Records provided:
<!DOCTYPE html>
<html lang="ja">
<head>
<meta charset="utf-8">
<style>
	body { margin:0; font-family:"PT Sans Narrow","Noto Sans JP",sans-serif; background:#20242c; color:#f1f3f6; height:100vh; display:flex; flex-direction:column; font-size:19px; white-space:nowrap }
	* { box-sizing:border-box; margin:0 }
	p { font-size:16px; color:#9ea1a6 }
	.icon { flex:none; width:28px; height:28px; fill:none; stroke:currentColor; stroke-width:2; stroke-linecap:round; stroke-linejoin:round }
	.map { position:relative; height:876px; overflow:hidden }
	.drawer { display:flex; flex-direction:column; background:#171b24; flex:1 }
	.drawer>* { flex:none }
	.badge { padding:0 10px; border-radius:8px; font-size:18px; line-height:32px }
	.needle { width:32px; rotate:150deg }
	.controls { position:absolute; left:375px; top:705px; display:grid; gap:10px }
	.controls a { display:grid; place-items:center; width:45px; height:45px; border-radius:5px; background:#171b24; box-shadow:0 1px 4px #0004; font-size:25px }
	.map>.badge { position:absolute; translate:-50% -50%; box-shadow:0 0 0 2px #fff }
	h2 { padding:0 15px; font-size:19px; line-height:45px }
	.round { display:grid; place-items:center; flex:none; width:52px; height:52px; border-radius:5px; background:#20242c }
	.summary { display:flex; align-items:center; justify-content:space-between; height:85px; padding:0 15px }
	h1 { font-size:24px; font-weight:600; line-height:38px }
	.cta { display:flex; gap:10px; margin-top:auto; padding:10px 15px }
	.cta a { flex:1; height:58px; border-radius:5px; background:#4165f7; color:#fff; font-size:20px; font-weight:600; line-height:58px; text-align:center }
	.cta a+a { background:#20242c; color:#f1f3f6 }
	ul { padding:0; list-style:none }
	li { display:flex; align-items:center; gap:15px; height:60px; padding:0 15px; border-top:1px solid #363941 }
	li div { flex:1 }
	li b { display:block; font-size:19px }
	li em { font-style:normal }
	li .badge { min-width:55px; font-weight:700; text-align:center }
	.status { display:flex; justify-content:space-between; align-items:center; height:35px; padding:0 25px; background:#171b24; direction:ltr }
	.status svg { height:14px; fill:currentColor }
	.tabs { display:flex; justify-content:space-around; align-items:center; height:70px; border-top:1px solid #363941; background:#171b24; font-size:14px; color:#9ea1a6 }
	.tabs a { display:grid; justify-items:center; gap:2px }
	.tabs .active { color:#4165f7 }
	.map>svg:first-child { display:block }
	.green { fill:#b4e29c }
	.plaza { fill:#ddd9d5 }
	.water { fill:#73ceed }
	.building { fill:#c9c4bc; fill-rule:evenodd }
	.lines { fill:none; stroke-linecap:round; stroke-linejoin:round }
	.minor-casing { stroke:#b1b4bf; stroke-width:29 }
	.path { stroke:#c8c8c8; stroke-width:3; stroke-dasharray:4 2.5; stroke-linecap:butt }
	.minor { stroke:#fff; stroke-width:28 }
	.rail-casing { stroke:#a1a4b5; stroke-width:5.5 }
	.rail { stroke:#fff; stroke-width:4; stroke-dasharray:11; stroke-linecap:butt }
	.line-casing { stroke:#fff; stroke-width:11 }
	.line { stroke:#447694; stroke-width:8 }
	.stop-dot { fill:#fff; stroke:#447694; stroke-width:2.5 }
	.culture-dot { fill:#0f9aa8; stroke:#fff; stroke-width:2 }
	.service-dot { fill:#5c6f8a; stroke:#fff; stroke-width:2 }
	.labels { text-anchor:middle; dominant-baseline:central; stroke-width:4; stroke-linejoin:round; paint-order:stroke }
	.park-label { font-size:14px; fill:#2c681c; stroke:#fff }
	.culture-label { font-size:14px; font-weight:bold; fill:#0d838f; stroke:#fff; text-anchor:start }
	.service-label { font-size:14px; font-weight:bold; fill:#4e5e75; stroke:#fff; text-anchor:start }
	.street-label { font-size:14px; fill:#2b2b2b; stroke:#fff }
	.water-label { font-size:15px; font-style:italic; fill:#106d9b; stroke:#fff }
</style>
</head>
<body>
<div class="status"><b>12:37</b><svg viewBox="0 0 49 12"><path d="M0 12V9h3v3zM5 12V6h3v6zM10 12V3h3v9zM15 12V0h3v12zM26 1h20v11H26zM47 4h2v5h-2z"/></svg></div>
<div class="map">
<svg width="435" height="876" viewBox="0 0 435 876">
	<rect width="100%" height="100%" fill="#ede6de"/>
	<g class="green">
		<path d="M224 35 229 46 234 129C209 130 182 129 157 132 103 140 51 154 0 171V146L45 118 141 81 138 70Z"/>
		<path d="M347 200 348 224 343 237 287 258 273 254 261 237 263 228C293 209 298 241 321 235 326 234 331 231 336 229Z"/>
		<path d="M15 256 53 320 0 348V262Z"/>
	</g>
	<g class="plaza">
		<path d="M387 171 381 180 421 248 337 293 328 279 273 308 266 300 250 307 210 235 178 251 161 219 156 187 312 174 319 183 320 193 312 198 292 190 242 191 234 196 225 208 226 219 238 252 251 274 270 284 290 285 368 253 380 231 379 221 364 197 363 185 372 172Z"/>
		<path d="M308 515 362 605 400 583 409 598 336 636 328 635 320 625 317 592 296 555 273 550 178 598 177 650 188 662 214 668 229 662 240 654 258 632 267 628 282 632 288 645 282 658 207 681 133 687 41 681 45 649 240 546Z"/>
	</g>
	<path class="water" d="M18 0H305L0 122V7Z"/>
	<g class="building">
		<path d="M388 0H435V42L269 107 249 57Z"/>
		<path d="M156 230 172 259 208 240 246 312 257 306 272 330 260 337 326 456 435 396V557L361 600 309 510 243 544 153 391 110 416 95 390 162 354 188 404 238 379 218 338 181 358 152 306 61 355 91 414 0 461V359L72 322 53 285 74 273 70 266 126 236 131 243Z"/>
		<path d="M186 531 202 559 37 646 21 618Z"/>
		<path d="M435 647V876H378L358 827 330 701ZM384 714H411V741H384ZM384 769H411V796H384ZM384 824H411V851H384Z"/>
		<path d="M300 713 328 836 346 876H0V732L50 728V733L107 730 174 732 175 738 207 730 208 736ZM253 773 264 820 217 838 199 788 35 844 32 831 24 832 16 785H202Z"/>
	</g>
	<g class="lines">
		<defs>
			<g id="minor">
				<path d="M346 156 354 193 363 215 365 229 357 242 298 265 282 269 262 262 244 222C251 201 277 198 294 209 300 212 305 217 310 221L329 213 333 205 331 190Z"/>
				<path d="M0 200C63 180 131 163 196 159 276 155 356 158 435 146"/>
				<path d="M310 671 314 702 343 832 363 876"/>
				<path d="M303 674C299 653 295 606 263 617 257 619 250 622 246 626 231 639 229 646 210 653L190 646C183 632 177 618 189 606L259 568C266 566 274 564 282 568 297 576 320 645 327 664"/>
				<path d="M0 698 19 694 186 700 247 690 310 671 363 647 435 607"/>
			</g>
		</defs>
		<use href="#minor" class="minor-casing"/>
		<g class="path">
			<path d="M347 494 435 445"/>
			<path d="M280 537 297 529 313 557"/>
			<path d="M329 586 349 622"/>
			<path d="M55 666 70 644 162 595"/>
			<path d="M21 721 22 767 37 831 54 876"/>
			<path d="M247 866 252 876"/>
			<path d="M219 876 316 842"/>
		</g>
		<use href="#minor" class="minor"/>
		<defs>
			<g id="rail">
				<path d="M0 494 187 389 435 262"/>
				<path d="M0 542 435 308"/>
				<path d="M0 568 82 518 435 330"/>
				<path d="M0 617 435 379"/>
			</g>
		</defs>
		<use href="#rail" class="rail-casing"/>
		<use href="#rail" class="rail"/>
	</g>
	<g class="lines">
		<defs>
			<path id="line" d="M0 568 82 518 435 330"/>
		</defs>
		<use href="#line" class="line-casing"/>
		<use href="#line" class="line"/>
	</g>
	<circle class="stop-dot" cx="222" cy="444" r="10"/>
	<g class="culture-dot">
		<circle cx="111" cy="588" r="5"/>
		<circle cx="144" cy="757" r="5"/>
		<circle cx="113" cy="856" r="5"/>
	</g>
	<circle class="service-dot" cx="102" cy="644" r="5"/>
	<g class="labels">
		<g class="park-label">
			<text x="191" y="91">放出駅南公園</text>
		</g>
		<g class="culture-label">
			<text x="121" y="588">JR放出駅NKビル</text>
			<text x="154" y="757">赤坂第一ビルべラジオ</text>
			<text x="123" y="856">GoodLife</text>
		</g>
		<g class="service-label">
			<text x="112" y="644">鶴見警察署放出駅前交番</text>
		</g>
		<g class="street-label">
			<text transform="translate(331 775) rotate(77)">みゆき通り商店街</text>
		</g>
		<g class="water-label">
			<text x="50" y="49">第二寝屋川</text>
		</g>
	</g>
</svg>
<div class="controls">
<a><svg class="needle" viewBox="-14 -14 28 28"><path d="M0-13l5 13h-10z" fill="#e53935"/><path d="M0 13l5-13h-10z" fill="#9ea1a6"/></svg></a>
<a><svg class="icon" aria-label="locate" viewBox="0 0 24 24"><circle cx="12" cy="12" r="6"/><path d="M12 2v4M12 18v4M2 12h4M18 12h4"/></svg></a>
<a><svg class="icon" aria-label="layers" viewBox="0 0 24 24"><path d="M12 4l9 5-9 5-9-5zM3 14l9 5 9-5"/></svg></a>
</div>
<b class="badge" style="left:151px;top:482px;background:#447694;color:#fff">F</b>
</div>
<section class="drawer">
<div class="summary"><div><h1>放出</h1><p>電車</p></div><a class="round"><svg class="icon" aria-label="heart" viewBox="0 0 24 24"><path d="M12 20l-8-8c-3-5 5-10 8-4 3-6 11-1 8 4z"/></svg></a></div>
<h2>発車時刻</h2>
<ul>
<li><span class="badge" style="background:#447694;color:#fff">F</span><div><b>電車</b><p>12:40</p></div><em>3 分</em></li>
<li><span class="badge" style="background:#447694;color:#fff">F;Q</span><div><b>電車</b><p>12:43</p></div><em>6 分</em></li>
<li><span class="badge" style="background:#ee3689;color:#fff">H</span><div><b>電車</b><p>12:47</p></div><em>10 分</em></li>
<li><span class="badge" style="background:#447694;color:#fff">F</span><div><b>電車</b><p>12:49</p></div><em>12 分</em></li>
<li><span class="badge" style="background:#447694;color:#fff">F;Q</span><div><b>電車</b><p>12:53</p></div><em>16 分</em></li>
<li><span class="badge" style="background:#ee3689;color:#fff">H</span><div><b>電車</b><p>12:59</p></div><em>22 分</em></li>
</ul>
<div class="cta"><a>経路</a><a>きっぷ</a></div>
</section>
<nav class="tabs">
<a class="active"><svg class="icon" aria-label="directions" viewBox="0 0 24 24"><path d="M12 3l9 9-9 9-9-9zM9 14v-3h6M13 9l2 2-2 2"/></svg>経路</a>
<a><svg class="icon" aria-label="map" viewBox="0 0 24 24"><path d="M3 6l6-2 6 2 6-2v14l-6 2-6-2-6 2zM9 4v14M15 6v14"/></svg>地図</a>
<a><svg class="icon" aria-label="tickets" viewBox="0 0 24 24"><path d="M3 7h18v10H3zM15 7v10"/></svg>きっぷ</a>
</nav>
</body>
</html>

To do: Your response should be made up of the lines in the data that contain the word "controls".

Task answer:
	.controls { position:absolute; left:375px; top:705px; display:grid; gap:10px }
	.controls a { display:grid; place-items:center; width:45px; height:45px; border-radius:5px; background:#171b24; box-shadow:0 1px 4px #0004; font-size:25px }
<div class="controls">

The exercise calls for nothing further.